» **Collected data**:
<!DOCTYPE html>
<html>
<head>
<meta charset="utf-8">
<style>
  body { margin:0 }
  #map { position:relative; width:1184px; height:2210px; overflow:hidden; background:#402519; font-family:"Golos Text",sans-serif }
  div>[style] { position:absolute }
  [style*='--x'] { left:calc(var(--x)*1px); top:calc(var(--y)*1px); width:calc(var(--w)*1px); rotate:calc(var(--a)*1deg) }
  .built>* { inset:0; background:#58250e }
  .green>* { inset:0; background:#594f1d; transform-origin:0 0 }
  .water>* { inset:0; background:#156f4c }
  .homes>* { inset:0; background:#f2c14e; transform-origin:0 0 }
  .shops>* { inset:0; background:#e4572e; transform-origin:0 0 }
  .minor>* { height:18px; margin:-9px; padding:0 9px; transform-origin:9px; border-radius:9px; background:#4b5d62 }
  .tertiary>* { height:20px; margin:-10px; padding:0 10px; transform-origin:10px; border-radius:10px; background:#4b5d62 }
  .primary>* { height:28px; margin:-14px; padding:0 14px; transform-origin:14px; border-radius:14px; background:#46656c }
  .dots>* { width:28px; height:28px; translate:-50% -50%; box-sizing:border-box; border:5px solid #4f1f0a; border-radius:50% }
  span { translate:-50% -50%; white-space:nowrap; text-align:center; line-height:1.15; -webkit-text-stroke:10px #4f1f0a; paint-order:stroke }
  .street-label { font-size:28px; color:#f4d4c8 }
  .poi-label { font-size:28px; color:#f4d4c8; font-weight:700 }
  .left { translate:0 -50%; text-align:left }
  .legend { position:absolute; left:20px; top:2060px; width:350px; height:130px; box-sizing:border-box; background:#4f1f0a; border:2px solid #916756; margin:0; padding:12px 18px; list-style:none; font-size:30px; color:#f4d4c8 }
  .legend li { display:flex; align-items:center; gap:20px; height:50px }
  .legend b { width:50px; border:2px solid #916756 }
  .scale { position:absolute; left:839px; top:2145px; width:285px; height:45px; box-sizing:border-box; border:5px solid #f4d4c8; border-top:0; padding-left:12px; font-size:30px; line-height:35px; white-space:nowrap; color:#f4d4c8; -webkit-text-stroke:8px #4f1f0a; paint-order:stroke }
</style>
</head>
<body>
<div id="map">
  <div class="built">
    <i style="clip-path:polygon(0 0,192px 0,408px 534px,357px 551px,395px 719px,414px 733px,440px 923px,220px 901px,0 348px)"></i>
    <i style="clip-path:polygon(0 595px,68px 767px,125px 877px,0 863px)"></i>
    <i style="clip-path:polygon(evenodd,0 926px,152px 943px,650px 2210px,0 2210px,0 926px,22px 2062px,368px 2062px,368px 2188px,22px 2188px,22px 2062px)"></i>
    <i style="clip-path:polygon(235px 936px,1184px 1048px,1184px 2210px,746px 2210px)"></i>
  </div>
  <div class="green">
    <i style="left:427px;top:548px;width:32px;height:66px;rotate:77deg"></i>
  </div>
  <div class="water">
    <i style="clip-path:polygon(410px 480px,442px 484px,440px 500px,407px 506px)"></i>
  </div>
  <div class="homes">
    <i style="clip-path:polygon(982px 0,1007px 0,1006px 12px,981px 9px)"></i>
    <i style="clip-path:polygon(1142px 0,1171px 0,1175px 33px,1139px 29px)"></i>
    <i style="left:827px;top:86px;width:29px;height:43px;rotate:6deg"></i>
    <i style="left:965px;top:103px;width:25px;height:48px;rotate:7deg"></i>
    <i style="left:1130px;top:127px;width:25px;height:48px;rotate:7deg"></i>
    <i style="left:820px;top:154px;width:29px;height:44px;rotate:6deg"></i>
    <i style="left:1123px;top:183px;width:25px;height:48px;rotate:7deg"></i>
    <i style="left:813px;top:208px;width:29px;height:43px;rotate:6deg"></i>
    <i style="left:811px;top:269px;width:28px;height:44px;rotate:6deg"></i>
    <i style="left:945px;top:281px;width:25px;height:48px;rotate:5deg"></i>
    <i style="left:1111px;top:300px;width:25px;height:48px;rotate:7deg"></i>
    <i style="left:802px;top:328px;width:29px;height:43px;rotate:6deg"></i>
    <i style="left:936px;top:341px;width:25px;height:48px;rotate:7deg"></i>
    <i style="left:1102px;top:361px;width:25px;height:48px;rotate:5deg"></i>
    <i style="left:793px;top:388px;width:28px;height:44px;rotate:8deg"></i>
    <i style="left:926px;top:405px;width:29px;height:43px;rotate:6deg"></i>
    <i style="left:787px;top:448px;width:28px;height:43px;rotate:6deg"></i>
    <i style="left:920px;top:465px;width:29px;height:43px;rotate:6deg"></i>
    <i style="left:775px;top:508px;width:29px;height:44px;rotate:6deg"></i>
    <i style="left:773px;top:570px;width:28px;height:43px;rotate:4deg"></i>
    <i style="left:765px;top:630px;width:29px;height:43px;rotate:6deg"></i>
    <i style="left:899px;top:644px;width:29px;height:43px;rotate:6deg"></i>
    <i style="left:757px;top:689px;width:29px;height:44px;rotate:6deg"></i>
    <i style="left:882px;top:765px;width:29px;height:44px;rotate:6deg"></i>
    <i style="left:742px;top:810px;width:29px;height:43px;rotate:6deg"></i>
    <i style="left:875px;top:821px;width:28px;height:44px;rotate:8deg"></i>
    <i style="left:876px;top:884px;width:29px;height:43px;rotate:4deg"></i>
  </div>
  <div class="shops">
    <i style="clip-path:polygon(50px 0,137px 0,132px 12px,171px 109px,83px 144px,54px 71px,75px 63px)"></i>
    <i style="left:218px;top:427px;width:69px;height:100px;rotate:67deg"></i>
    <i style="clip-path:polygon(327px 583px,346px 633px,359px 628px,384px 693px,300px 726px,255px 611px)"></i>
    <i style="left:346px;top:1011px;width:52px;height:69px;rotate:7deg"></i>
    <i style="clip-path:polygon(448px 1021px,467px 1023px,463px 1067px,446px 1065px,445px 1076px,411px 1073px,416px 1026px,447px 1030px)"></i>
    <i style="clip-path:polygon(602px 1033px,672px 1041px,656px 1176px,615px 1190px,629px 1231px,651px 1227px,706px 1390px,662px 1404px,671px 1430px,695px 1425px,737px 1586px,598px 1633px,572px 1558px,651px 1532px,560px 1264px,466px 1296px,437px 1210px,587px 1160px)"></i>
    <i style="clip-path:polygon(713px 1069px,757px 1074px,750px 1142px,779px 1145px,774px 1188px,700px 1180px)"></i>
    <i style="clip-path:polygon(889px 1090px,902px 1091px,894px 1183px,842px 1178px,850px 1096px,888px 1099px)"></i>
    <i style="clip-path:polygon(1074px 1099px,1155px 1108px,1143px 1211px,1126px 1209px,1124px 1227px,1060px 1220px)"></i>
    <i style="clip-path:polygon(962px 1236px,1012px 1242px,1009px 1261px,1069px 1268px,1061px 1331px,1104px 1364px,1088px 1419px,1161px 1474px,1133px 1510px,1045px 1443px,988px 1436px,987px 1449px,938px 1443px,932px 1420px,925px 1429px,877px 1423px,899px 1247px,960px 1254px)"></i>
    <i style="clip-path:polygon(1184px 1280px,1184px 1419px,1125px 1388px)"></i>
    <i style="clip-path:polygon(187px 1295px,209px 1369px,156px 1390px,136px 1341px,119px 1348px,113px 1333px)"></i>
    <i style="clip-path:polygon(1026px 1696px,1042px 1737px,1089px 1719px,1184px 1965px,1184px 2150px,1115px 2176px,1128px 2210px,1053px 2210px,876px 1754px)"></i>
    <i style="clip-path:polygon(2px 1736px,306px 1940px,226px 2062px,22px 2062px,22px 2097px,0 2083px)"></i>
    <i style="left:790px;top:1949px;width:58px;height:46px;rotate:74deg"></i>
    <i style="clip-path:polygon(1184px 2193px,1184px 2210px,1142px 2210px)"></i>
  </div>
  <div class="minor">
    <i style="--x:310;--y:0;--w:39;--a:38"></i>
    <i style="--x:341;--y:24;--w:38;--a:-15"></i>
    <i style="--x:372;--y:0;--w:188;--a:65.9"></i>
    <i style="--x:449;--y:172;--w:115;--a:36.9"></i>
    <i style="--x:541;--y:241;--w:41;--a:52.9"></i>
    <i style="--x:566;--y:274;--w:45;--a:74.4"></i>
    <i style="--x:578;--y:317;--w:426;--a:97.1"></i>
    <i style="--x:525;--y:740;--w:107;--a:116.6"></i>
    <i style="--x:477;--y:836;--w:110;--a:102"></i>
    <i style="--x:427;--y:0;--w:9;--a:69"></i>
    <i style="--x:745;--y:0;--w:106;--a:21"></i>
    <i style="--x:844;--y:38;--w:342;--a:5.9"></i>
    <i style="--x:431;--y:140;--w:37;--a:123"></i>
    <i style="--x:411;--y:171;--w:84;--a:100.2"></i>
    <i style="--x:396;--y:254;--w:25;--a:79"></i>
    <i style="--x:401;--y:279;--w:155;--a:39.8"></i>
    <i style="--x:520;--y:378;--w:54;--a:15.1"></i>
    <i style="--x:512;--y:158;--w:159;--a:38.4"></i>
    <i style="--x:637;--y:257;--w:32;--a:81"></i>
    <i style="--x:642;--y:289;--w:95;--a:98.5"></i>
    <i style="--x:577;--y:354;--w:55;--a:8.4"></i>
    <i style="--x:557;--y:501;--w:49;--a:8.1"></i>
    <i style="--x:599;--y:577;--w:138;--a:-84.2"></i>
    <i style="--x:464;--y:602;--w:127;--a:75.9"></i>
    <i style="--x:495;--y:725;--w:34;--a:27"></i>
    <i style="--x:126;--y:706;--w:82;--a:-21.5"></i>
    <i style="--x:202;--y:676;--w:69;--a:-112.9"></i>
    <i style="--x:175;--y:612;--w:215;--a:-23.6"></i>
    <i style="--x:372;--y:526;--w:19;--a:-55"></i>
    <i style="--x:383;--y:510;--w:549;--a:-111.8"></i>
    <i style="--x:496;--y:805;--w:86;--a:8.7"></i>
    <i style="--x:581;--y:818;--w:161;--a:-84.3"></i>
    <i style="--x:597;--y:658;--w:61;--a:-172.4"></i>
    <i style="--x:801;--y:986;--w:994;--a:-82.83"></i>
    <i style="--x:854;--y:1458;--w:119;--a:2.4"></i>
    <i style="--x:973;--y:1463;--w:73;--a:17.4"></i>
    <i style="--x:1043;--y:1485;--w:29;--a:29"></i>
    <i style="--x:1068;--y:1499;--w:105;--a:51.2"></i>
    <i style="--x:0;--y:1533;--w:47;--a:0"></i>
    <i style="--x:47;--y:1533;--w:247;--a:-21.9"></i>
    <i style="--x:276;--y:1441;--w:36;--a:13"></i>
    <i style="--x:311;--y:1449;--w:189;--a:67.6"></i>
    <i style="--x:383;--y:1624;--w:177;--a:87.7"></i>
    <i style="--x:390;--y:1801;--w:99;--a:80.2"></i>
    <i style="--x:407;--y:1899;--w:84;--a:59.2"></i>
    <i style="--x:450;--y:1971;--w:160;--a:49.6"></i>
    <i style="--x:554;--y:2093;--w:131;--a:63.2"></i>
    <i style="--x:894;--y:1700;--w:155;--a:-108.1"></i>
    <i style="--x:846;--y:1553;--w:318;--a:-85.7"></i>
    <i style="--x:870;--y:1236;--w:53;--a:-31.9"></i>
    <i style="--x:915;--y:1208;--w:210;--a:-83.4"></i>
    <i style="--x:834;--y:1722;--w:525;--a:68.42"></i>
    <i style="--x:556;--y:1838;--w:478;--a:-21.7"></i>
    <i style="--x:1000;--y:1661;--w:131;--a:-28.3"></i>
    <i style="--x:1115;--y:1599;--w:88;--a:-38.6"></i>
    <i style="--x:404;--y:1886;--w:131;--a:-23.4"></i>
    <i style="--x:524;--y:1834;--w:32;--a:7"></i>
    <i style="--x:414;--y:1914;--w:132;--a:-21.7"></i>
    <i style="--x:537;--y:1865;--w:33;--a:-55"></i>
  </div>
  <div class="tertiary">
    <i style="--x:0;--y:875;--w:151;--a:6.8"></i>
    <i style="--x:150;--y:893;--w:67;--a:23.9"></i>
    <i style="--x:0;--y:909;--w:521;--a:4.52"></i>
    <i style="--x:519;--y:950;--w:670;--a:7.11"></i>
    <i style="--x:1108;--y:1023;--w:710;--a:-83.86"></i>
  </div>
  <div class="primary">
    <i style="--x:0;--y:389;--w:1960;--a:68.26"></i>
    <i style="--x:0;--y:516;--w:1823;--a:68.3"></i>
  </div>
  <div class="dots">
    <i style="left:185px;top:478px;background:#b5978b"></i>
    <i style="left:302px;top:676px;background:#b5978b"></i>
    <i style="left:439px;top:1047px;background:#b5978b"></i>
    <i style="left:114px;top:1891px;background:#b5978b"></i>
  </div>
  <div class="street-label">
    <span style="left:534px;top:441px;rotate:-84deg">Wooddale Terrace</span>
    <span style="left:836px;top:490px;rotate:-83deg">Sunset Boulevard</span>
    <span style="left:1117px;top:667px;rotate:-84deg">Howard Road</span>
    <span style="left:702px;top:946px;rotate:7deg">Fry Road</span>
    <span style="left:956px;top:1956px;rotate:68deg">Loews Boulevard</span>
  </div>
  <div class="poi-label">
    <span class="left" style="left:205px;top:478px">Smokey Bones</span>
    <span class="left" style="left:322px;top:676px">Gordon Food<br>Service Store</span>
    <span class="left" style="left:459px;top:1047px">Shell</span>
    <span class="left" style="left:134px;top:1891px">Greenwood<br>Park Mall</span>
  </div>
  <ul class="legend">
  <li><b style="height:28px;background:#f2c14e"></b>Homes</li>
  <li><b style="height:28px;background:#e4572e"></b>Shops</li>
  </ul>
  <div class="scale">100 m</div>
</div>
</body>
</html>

» **Instructions for the task**: Nothing but the lines from the start of the data through the line holding "font-size:28px; color:#f4d4c8; font-weight:700" should be restated, and each one exactly.

» **Written answer**:
<!DOCTYPE html>
<html>
<head>
<meta charset="utf-8">
<style>
  body { margin:0 }
  #map { position:relative; width:1184px; height:2210px; overflow:hidden; background:#402519; font-family:"Golos Text",sans-serif }
  div>[style] { position:absolute }
  [style*='--x'] { left:calc(var(--x)*1px); top:calc(var(--y)*1px); width:calc(var(--w)*1px); rotate:calc(var(--a)*1deg) }
  .built>* { inset:0; background:#58250e }
  .green>* { inset:0; background:#594f1d; transform-origin:0 0 }
  .water>* { inset:0; background:#156f4c }
  .homes>* { inset:0; background:#f2c14e; transform-origin:0 0 }
  .shops>* { inset:0; background:#e4572e; transform-origin:0 0 }
  .minor>* { height:18px; margin:-9px; padding:0 9px; transform-origin:9px; border-radius:9px; background:#4b5d62 }
  .tertiary>* { height:20px; margin:-10px; padding:0 10px; transform-origin:10px; border-radius:10px; background:#4b5d62 }
  .primary>* { height:28px; margin:-14px; padding:0 14px; transform-origin:14px; border-radius:14px; background:#46656c }
  .dots>* { width:28px; height:28px; translate:-50% -50%; box-sizing:border-box; border:5px solid #4f1f0a; border-radius:50% }
  span { translate:-50% -50%; white-space:nowrap; text-align:center; line-height:1.15; -webkit-text-stroke:10px #4f1f0a; paint-order:stroke }
  .street-label { font-size:28px; color:#f4d4c8 }
  .poi-label { font-size:28px; color:#f4d4c8; font-weight:700 }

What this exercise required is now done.